Apesar dos avanços já alcançados, as Bacias PCJ ainda devem melhorar as condições do saneamento básico na região para garantir o seu balanço hídrico. O desafio, contudo, consiste em enfrentar cenários de crise hídrica e elevados índices de perdas na distribuição em grande parte dos municípios. Por isso, é fundamental aprimorar a gestão de perdas, implementando os planos de forma eficiente para sua redução.
A questão da universalização do saneamento é tratada pelo novo Marco Legal do Saneamento Básico, mas é fundamental considerar também o Plano das Bacias PCJ 2020 a 2035, que estabelece metas audaciosas, porém factíveis. Atualmente, os recursos disponíveis ainda são insuficientes, e, por isso, é necessário que os municípios realizem mais investimentos, demonstrem maior empenho na captação de recursos, organizem-se adequadamente e contem com equipes capacitadas para a elaboração de projetos e implementação de ações e obras.
A responsabilidade de viabilizar a alocação dos recursos financeiros aprovados pelos Comitês PCJ, bem como de conduzir a seleção dos empreendimentos a serem executados por tomadores de recursos, Usuários de recursos hídricos, denominados “tomadores de recursos financeiros”, como prefeituras, concessionárias, ONGs, entre outros. é da Agência das Bacias PCJ. Esse processo de seleção ocorre de forma técnica, transparente e participativa, envolvendo critérios estabelecidos pelos Comitês PCJ e alinhados às estratégias e Diretrizes do Plano das Bacias PCJ 2020 a 2035.
No caso dos recursos provenientes da Cobrança PCJ paulista, aplica-se o modelo de seleção de empreendimentos denominado fluxo contínuo, conforme as regras definidas no Manual de Procedimentos Operacionais (MPO) do FEHIDRO. Para os recursos federais, aplica-se o procedimento estabelecido na Resolução nº 53 da Agência Nacional de Águas e Saneamento Básico (ANA).
Os recursos financeiros investidos são provenientes dos valores arrecadados por meio das Cobranças PCJ (Paulista e Federal), da CFURH, de saldo oriundo dos rendimentos de recursos mantidos em aplicação financeira, das modificações e ajustes durante a execução de contratos, além de eventuais cancelamentos das ações previstas.

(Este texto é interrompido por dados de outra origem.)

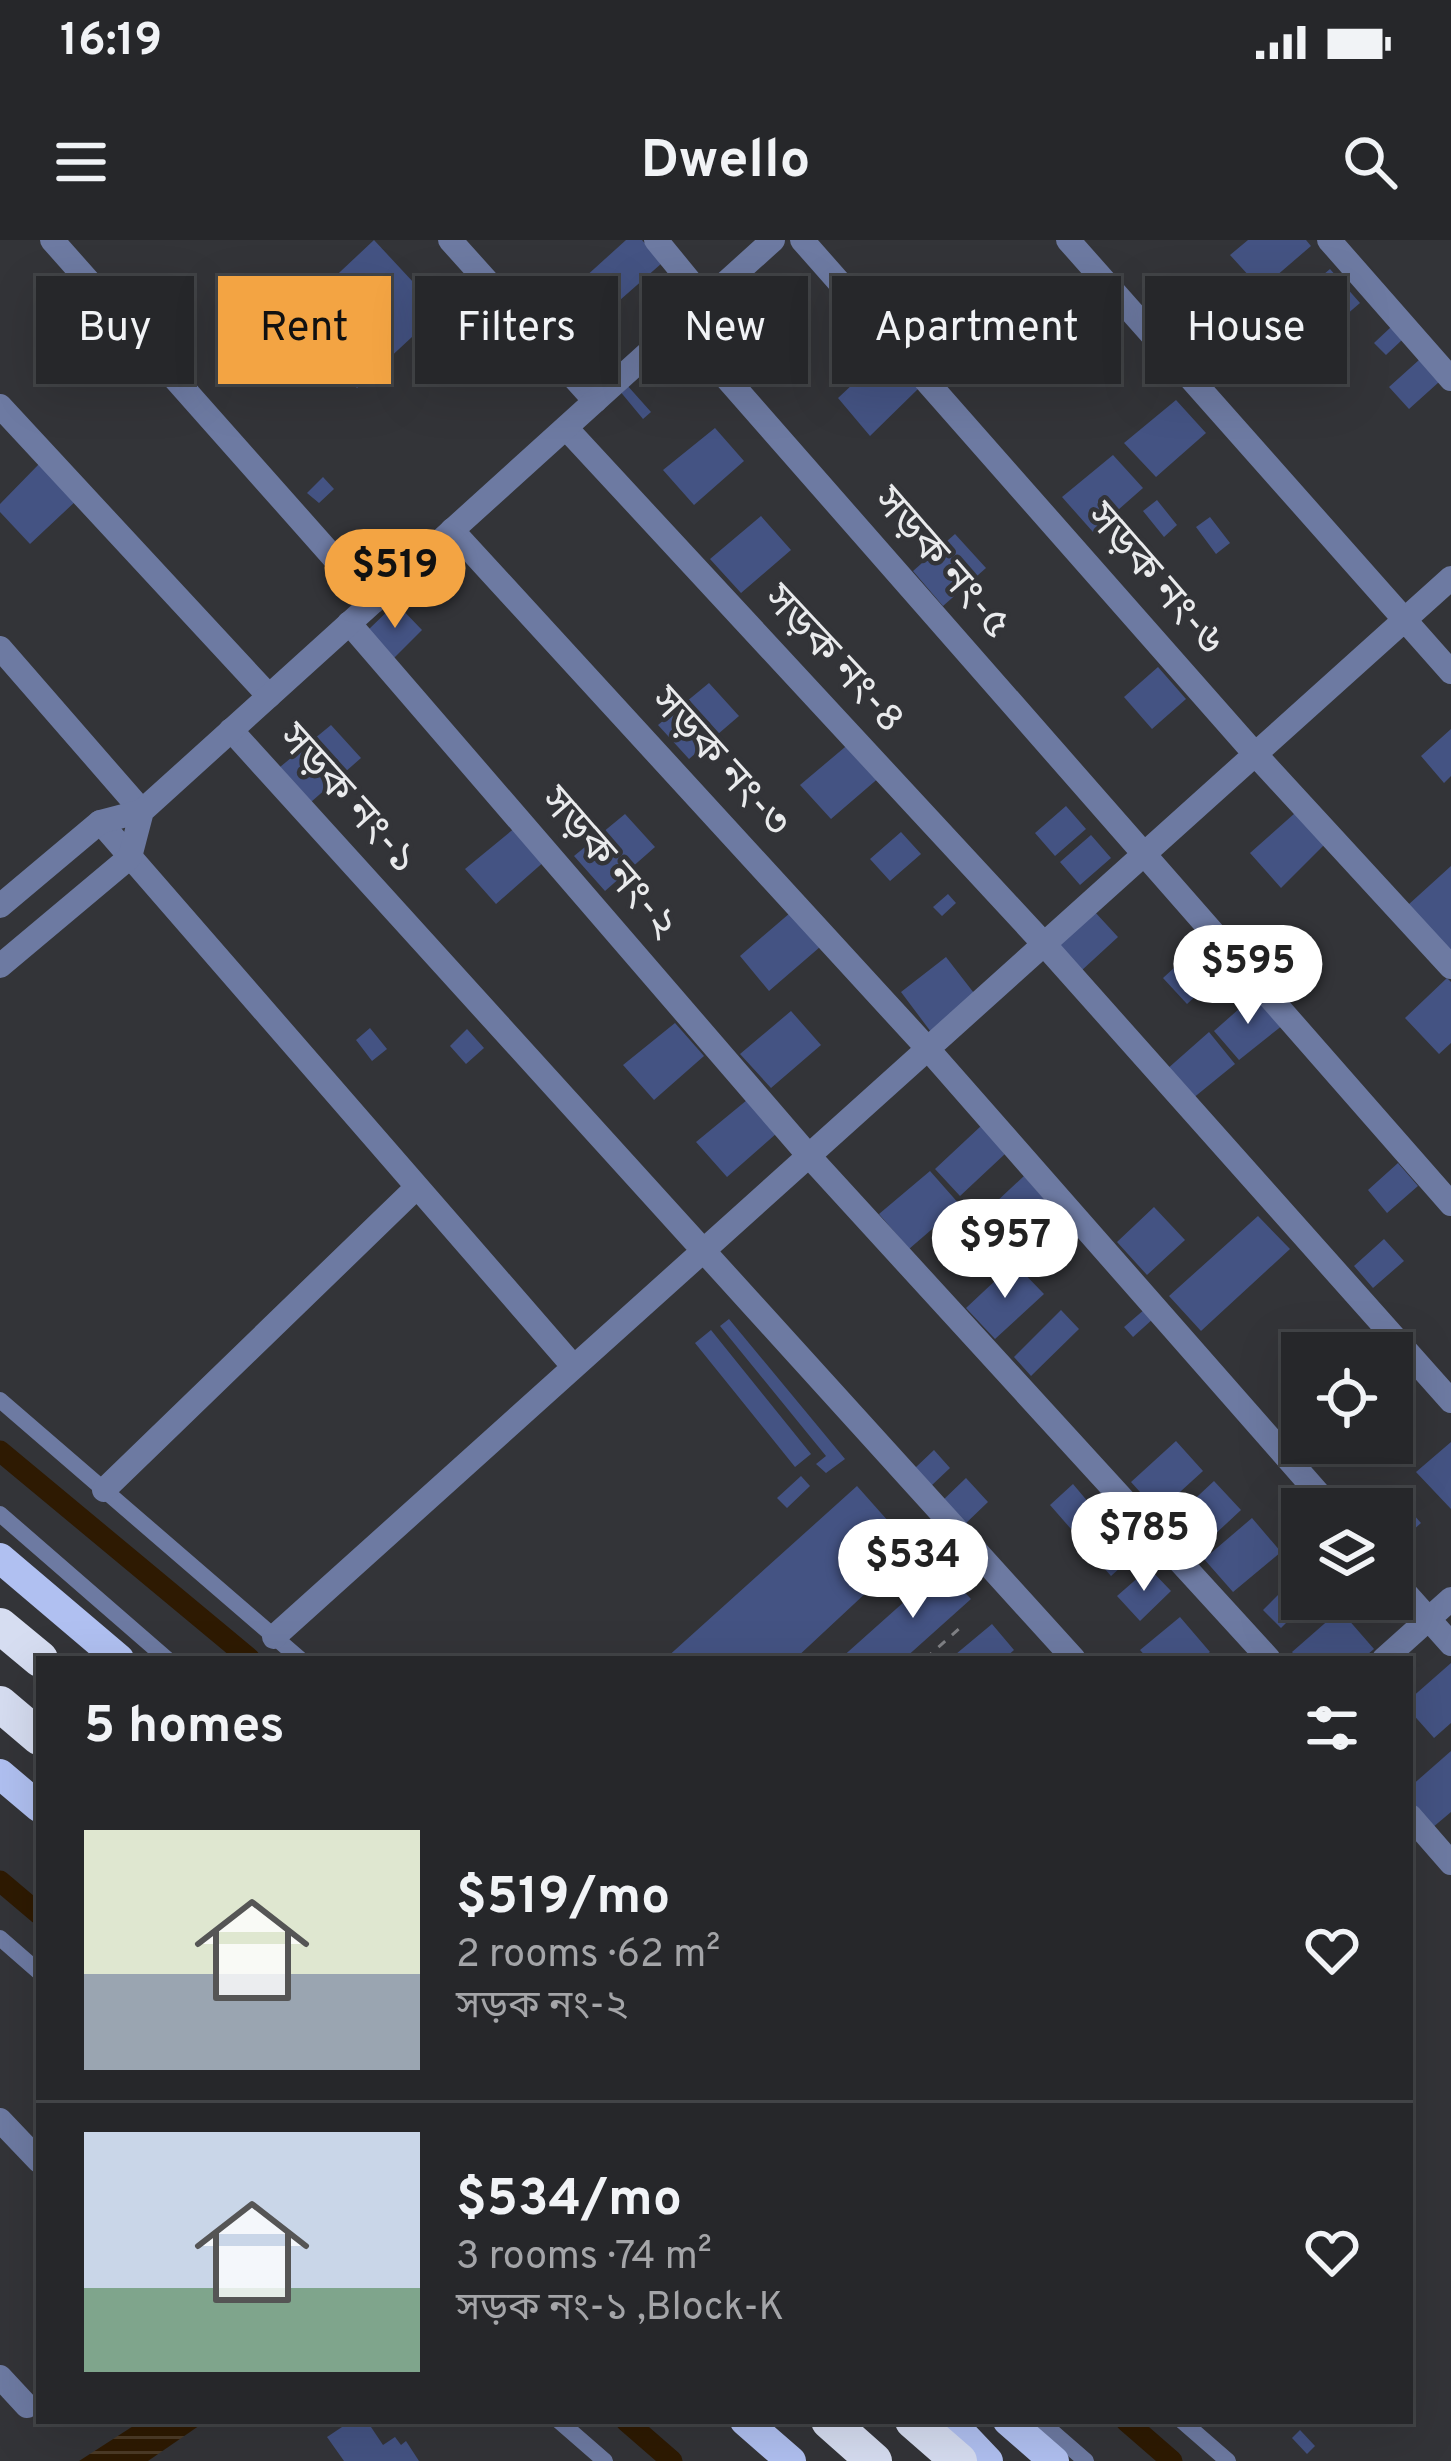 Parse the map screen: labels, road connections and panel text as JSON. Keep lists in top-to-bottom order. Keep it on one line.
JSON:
{"streets":{"street":["সড়ক নং-৫","সড়ক নং-৬","সড়ক নং-৪","সড়ক নং-৩","সড়ক নং-১","সড়ক নং-২"]},"crossings":[["সড়ক নং-৪","সড়ক নং-১"],["সড়ক নং-৩","সড়ক নং-১"],["সড়ক নং-১","সড়ক নং-২"]],"page":{"status":"16:19","header":"Dwello","chip":["Buy","Rent","Filters","New","Apartment","House"],"price":["$519","$595","$957","$785","$534"],"heading":"5 homes","list":[{"name":"$519/mo","note":"2 rooms · 62 m² · সড়ক নং-২"},{"name":"$534/mo","note":"3 rooms · 74 m² · সড়ক নং-১ ,Block-K"}]}} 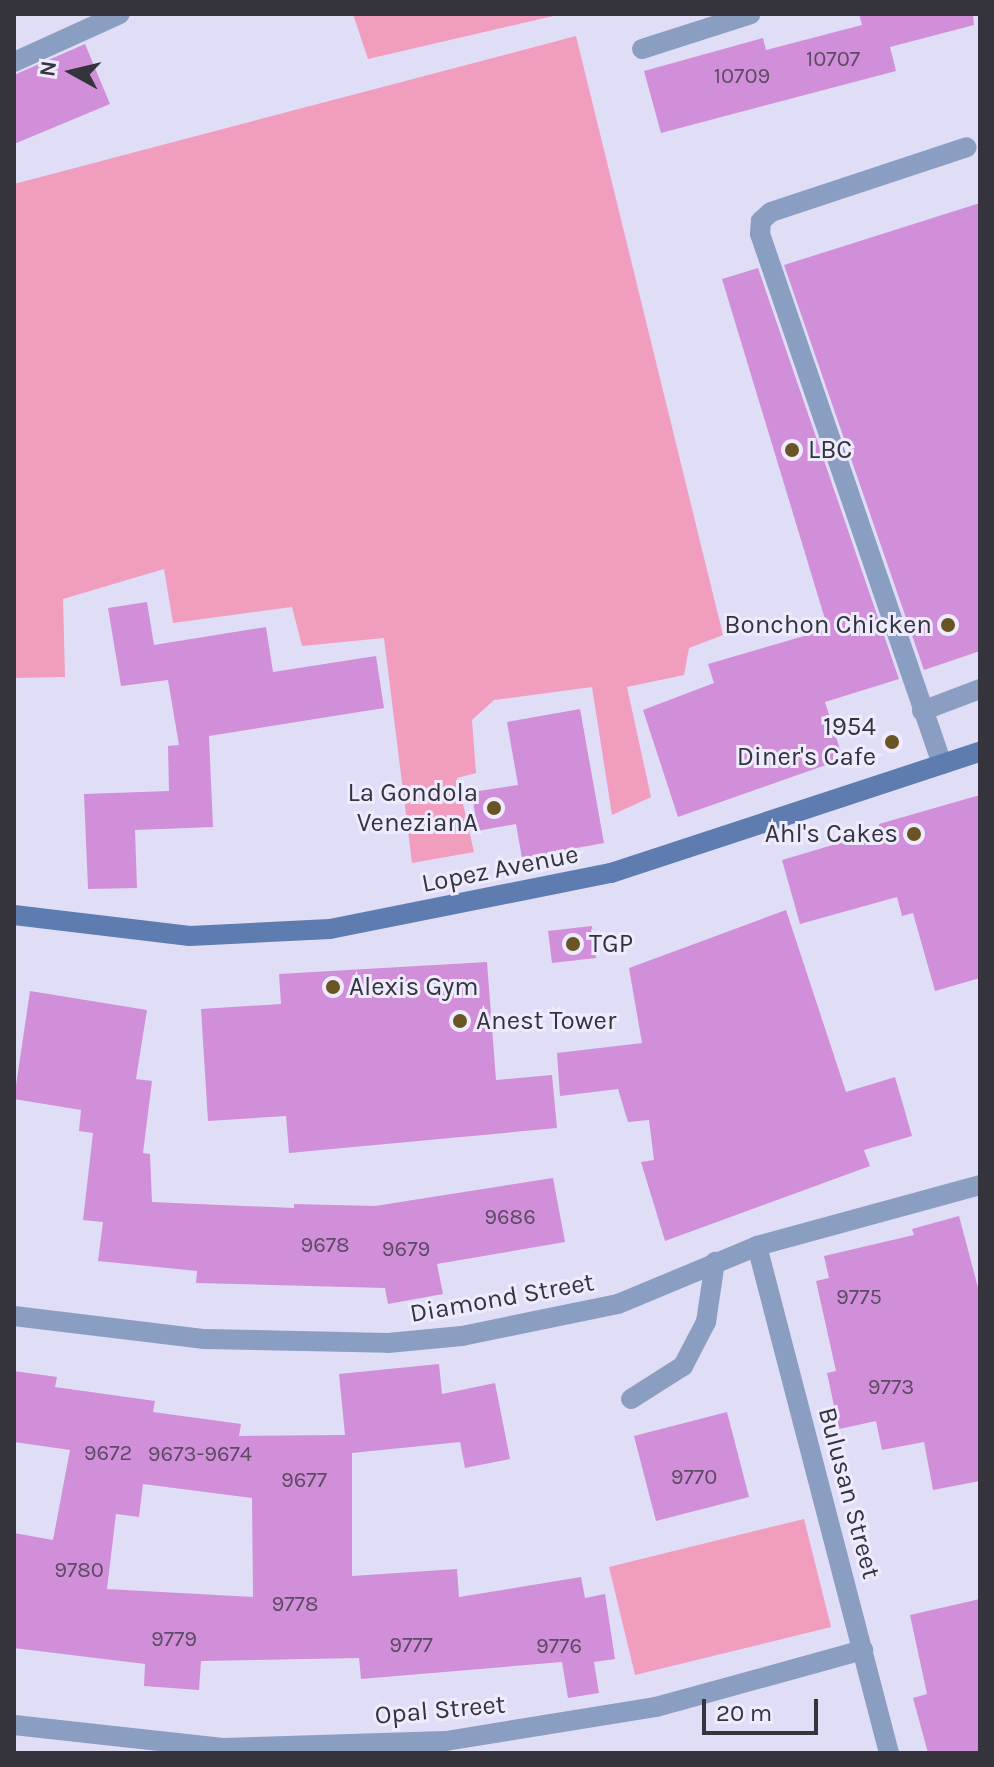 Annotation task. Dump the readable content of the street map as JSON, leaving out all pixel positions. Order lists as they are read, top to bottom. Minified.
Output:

A seguir, apresentam-se os montantes aprovados pelos Comitês PCJ para obras, serviços, projetos, planos e estudos realizados nas Bacias PCJ entre 1994 e 2024.
Um dos constituintes do montante total, é o Valor de Repasse, que representa os valores aprovados e disponibilizados pela Cobrança PCJ Federal, Cobrança PCJ Paulista e CFURH, deliberados pelos Comitês PCJ. Somado ao valor de repasse, há o Valor de Contrapartida, correspondente à contribuição financeira do tomador de recursos para a execução do empreendimento. Também existem ações em que a Agência das Bacias PCJ é responsável direta pela contratação dos serviços, a fim de implementar o previsto e priorizado no Plano das Bacias PCJ 2020–2035, conforme deliberação dos Comitês PCJ. Essas ações não possuem contrapartida financeira.
Sobre as ações financiadas com recursos da Cobrança PCJ Mineira, as indicações de empreendimentos são prerrogativa do CBH-PJ1 e o órgão gestor responsável pela arrecadação é o IGAM, que tem atribuição de Entidade Equiparada, com funções de Agência de Bacias junto ao CBH-PJ1 para aplicação desses recursos.